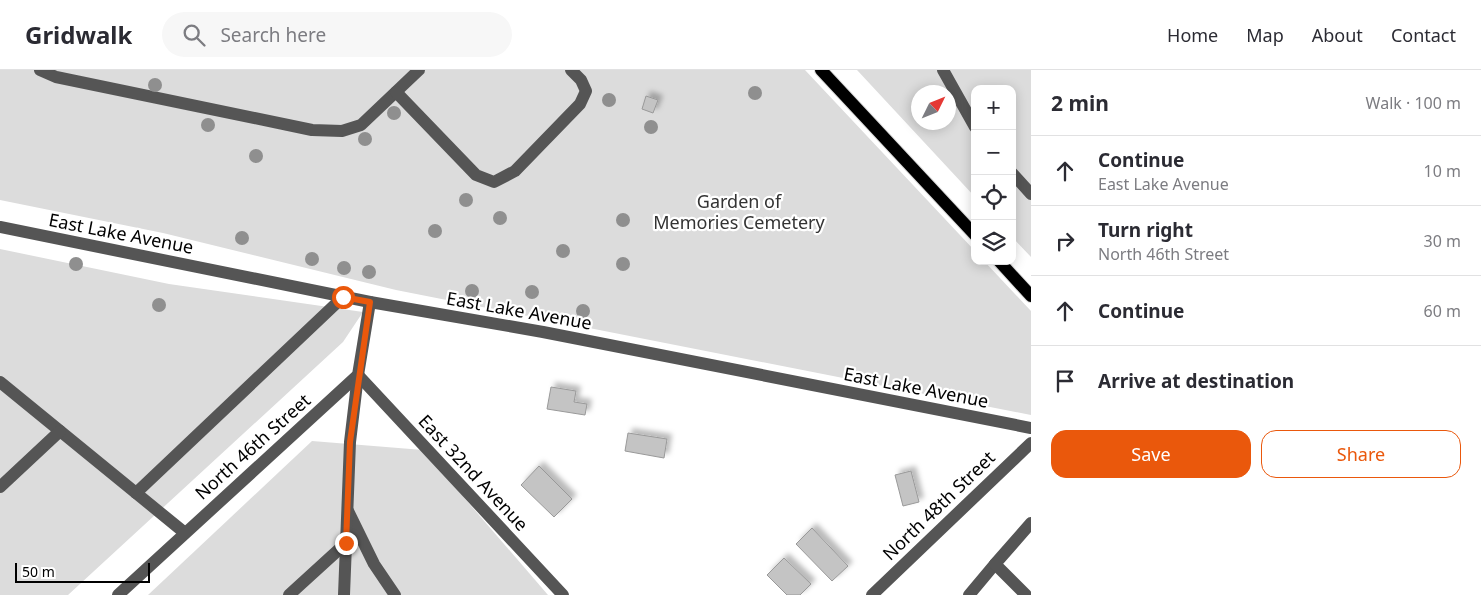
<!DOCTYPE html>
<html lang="en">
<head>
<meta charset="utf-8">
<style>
	:root { --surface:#fff; --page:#f7f7f7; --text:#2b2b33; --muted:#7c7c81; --line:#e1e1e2; --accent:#ea580c }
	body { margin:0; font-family:"Noto Sans",sans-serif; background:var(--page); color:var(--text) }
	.controls { position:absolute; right:15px; top:15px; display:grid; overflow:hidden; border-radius:10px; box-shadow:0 2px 12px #0003 }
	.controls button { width:45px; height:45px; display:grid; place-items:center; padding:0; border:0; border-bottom:1px solid var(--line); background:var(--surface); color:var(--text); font:25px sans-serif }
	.compass { position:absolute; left:911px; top:15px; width:45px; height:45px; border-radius:50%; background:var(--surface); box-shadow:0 2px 12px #0003; rotate:47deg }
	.scale { position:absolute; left:15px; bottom:12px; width:135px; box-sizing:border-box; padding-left:5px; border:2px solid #000; border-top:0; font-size:14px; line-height:18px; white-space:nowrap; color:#000; -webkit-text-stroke:4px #fff; paint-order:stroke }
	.stop { position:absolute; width:15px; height:15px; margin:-11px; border:4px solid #ea580c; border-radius:50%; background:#fff }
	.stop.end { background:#ea580c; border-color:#fff; box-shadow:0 1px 5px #0008 }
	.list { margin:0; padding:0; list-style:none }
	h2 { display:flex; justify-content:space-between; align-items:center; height:65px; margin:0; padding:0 20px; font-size:21px }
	h2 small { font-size:16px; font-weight:400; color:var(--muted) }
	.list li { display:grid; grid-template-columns:32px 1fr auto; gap:15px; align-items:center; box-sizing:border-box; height:70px; padding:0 20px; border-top:1px solid var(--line) }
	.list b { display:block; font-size:19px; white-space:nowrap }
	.list p { margin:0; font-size:16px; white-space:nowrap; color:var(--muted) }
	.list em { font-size:16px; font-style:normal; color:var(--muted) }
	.actions { display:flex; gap:10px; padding:15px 20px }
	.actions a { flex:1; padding:11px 0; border:1px solid var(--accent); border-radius:15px; text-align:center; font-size:18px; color:var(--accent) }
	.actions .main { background:var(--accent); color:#fff }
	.icon { flex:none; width:28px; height:28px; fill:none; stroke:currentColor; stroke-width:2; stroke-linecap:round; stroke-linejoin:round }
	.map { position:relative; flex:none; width:1031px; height:525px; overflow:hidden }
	header { display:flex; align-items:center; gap:30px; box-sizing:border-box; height:70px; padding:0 25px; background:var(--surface); border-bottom:1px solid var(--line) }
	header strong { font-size:24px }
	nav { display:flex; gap:28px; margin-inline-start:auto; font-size:18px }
	.search { width:350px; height:45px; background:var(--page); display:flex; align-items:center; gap:12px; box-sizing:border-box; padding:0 18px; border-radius:28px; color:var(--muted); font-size:19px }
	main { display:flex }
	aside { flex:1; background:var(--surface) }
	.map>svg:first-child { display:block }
	.green { fill:#dcdcdc; fill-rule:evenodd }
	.building { fill:#c4c4c4; stroke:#999; filter:url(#shadow) }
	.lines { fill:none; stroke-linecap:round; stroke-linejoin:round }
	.major-casing { stroke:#dbdbdb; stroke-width:14 }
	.minor { stroke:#555; stroke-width:12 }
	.major { stroke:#000; stroke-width:12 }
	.tree { fill:#8f8f8f }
	.route { stroke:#ea580c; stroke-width:6 }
	.labels { text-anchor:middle; stroke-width:4.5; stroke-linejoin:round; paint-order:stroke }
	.park-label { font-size:18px; fill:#333; stroke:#fff }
	.street-label { font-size:18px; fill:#000; stroke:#fff }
</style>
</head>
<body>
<header>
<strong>Gridwalk</strong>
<div class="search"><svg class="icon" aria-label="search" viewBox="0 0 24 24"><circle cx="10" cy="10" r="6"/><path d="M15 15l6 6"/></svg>Search here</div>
<nav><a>Home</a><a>Map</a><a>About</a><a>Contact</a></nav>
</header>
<main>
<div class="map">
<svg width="1031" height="525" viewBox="0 0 1031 525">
	<defs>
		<filter id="shadow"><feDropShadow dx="4.5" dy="-4.5" stdDeviation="2.5" flood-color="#0004"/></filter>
	</defs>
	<rect width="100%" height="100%" fill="#fff"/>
	<!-- green -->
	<g class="green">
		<polygon points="0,0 805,0 975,181 975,191 984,191 1031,241 1031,345 396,220 163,163 0,130"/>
		<path d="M857,0H1031V187L1012,167V19H975V127ZM918,22H948V52H918Z"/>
		<polygon points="0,179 169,214 363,242 343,272 68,525 0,525"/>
		<polygon points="312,371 423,380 548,525 148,525"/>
	</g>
	<!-- building -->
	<g class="building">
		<polygon points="646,26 658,30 653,43 642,39"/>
		<polygon points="551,317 576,321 574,332 587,334 585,345 547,339"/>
		<polygon points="628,363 667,369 664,388 625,381"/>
		<polygon points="539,396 572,429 554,447 521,415"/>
		<polygon points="911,401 919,432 903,436 895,405"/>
		<polygon points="812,458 848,496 832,511 796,474"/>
		<polygon points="784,488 811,514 800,525 787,525 767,505"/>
	</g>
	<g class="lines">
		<defs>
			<g id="major">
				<polyline points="821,0 975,165"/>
				<polyline points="999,191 1031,226"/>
			</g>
		</defs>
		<!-- major casing -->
		<use href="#major" class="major-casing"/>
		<!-- minor -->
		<g class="minor">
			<polyline points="40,0 56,7 312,60 342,61 361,55 419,0"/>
			<polyline points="943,0 975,57"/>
			<polyline points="396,22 476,105 494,112 515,101 580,34 586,21 581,10 571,0"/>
			<polyline points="1012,103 1031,124"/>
			<polyline points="0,157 370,232 543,262 1031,358"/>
			<polyline points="358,305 563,525"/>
			<polyline points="0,312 185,463"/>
			<polyline points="0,417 60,361"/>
			<polyline points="136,423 343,227"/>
			<polyline points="348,441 374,494 395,525"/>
			<polyline points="118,525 358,305 370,232"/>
			<polyline points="289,525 346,473"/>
			<polyline points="344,525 350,372 358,305"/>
			<polyline points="872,525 1031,373"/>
			<polyline points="969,525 995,494"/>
			<polyline points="1026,525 995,494 1031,453"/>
		</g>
		<!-- major -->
		<use href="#major" class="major"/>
	</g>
	<!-- trees -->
	<g class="tree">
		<circle cx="155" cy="15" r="7"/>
		<circle cx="755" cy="23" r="7"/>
		<circle cx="609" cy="30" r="7"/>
		<circle cx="394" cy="43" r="7"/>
		<circle cx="208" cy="55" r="7"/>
		<circle cx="651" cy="57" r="7"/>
		<circle cx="365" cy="69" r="7"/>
		<circle cx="256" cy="86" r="7"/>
		<circle cx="466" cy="130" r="7"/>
		<circle cx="500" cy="148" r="7"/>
		<circle cx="623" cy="150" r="7"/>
		<circle cx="435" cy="161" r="7"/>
		<circle cx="242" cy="168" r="7"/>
		<circle cx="563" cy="181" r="7"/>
		<circle cx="312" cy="189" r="7"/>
		<circle cx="76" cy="194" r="7"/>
		<circle cx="623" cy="194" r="7"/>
		<circle cx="344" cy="198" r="7"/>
		<circle cx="369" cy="202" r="7"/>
		<circle cx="472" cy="221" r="7"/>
		<circle cx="532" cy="222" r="7"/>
		<circle cx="159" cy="235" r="7"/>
		<circle cx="583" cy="241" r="7"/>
	</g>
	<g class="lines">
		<!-- route -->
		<polyline class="route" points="343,227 370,232 350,372 346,473"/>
	</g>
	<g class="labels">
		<!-- park labels -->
		<g class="park-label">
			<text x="739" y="138">Garden of<tspan x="739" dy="21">Memories Cemetery</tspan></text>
		</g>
		<!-- street labels -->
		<g class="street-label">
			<text transform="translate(121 164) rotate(11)" y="6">East Lake Avenue</text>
			<text transform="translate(519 241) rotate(10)" y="6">East Lake Avenue</text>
			<text transform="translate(916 318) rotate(11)" y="6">East Lake Avenue</text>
			<text transform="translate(253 377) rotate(-42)" y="6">North 46th Street</text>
			<text transform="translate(473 403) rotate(47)" y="6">East 32nd Avenue</text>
			<text transform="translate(939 436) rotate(-44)" y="6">North 48th Street</text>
		</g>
	</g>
</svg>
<div class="controls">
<button>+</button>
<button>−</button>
<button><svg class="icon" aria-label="locate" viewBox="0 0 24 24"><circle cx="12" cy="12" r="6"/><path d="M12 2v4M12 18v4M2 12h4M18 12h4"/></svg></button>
<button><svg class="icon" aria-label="layers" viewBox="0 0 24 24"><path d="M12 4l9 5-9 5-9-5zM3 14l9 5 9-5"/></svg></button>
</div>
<svg class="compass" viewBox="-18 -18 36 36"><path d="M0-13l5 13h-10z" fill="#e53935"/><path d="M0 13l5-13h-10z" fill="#7c7c81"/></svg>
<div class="scale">50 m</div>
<div class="stop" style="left:343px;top:227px"></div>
<div class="stop end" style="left:346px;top:473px"></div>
</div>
<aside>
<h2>2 min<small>Walk · 100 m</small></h2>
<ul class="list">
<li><svg class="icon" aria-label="ahead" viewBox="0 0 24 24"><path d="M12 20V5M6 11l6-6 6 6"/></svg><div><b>Continue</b><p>East Lake Avenue</p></div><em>10 m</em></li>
<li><svg class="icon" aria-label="right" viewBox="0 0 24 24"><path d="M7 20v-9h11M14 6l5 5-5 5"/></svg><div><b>Turn right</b><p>North 46th Street</p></div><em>30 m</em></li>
<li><svg class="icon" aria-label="ahead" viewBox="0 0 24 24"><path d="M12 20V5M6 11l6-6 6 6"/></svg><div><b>Continue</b></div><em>60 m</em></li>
<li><svg class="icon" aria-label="arrive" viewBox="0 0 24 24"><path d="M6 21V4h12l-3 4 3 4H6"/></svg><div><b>Arrive at destination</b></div></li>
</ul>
<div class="actions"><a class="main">Save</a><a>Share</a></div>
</aside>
</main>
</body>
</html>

= = =

- [EXERCISE DIRECTIONS] Count the lines of the material that include the word "linecap", then report only the total.

- [REPLY TO THE TASK] 2